This has been an open question for our family over the past week. Our house is about 6 miles (as the crow flies) from the eastern edge of the CZU wildfire burning along the southern Bay Area coast. The fires were sparked by an unusual August lightning storm a week ago last Saturday night. By Tuesday, fires had taken hold all over California.
That Tuesday night, my phone and my daughter’s phone received an urgent evacuation notice. Strangely, my wife’s phone did not get that same notice. Anyway, we packed up within 5 minutes, piled into my wife’s car, and started driving down our mountain road toward civilization.
I guessed that the reason that only two of our phones got the notice was that those two phones were connected to cell towers deeper in the forest, whereas my wife’s phone was connected to a tower closer to Silicon Valley. We stopped at the bottom of our mountain road and my wife called 911. They confirmed that our area was not under an evacuation order, so we went back home. An hour later, another evacuation notice hit my phone explaining the specific areas that were under the order (which areas did not include our house). Looks like I had guessed right.
By Wednesday night, my mother-in-law (who lives in Hollister) was desperately calling my wife and myself urging us to evacuate to her house. We demurred. This was my second time guessing right.
But by Friday, my wife decided to take our daughter down to Hollister, and they’ve been down there since. I’m glad they left for two reasons.
First, the air quality at our place plummeted dramatically yesterday afternoon when the wind shifted, blowing smoke from the CZU fire region over our skies. I have a hand PM2.5 meter for measuring the quality of the air. Yesterday afternoon, the meter showed “999.9” outside. That meter has space for only 3 digits plus the decimal. So who knows what the actual reading was. Maybe 2000?
Realize that the normal reading at our place is 10-20. Up to 35 is considered “good” quality.
So since yesterday, I’ve confined myself to our guest bedroom. It’s just cozy enough that our small air purifier (shown in the middle) can manage to clean up the air. Notice the towel shoved against the bathroom door on the right, and the pillows pressing against the french doors on the left. I also have a towel shoved against the main door of the bedroom.
Despite all that effort, when the air is reading 999.9 outside, and 800 inside the rest of the home, our little air purifier can get my meter reading only “moderate” at best.

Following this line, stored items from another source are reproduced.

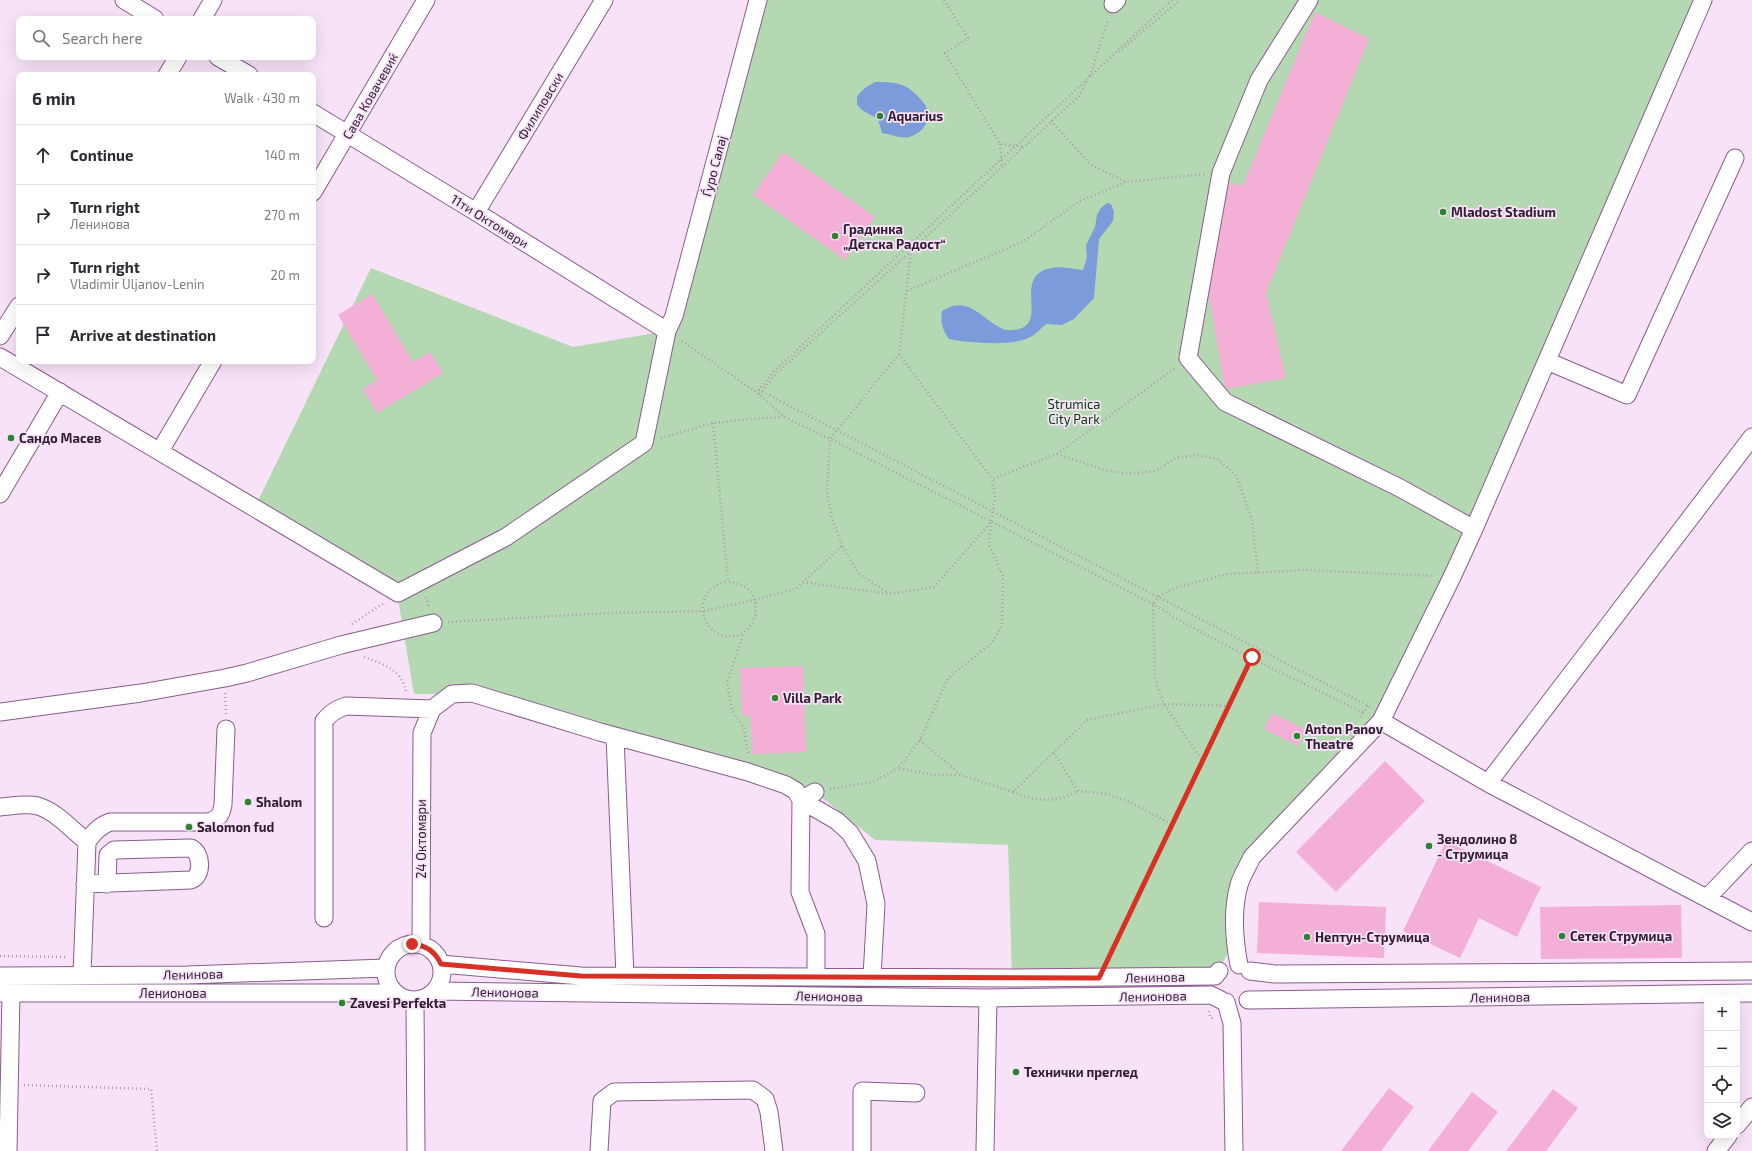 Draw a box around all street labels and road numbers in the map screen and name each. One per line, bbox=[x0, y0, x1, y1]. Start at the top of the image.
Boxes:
street label: Сава Ковачевиќ bbox=[339, 50, 401, 142]
street label: Филиповски bbox=[513, 69, 567, 143]
street label: Ѓуро Салај bbox=[697, 133, 730, 198]
street label: 11ти Октомври bbox=[448, 191, 532, 251]
street label: 24 Октомври bbox=[413, 799, 429, 879]
street label: Ленинова bbox=[163, 965, 223, 983]
street label: Ленинова bbox=[1125, 968, 1185, 986]
street label: Ленионова bbox=[471, 983, 539, 1001]
street label: Ленионова bbox=[139, 985, 207, 1001]
street label: Ленионова bbox=[795, 987, 863, 1005]
street label: Ленионова bbox=[1119, 987, 1187, 1005]
street label: Ленинова bbox=[1470, 988, 1530, 1006]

It’s at 41.2 as I’m writing this. Note to self: “When this is over, buy a stronger air purifier”.
But back to the question of this post: Are we safe? First, are we safe from the smoke? Yes, if we hide out in rooms with our air purifiers running all day, and wear an N95 mask whenever we leave the room — opening and closing the door quickly to minimize the crappy air creeping in. And also, if we can manage to sleep in 80 degree temperatures in a stifling room without air circulation.
But what about the CZU fire? Are we safe from fire danger, being so close to the fire? Well, this is where my wife and I differ. I can ponder satellite maps showing the location of hot spots and wind patterns, and showing that data over time, and settle myself in for a good night sleep, confident that we won’t be consumed by fire overnight.
My wife, being far more sensitive than me — in almost every way — couldn’t settle herself to sleep well at our place. So that’s the other reason I’m glad she evacuated with our daughter.
Today, I made my first ever GIF using data from NASA FIRMS. It’s the image of this post. It’s a snap shot of the extent of the CZU fire every day since last Saturday. One image per day. Last Saturday, there was no fire. By Wednesday, the CZU fire had grown to be a continuous ball of flames covering the entire area. But as Thursday came, the fire started waning, and continued to dissipate as of Friday.
As my wife was leaving for Hollister that Friday, I showed her a similar GIF that someone had made and posted on Twitter. I just wanted her to sleep well in Hollister. That GIF ended with the third-to-last image in my GIF above. Clearly, there still is a fire; but just as clearly, the fire has been waning since Wednesday. As of today, the fire looks to be close to ending.
Or at least, it’s of low danger to us.
But like I said, the air quality is horrible and likely to stay that way until some blessed change in the wind graces us. And lightning is foretasted for tonight and tomorrow.
So everything I just said about being safe? Qualify that bold statement with “for now”.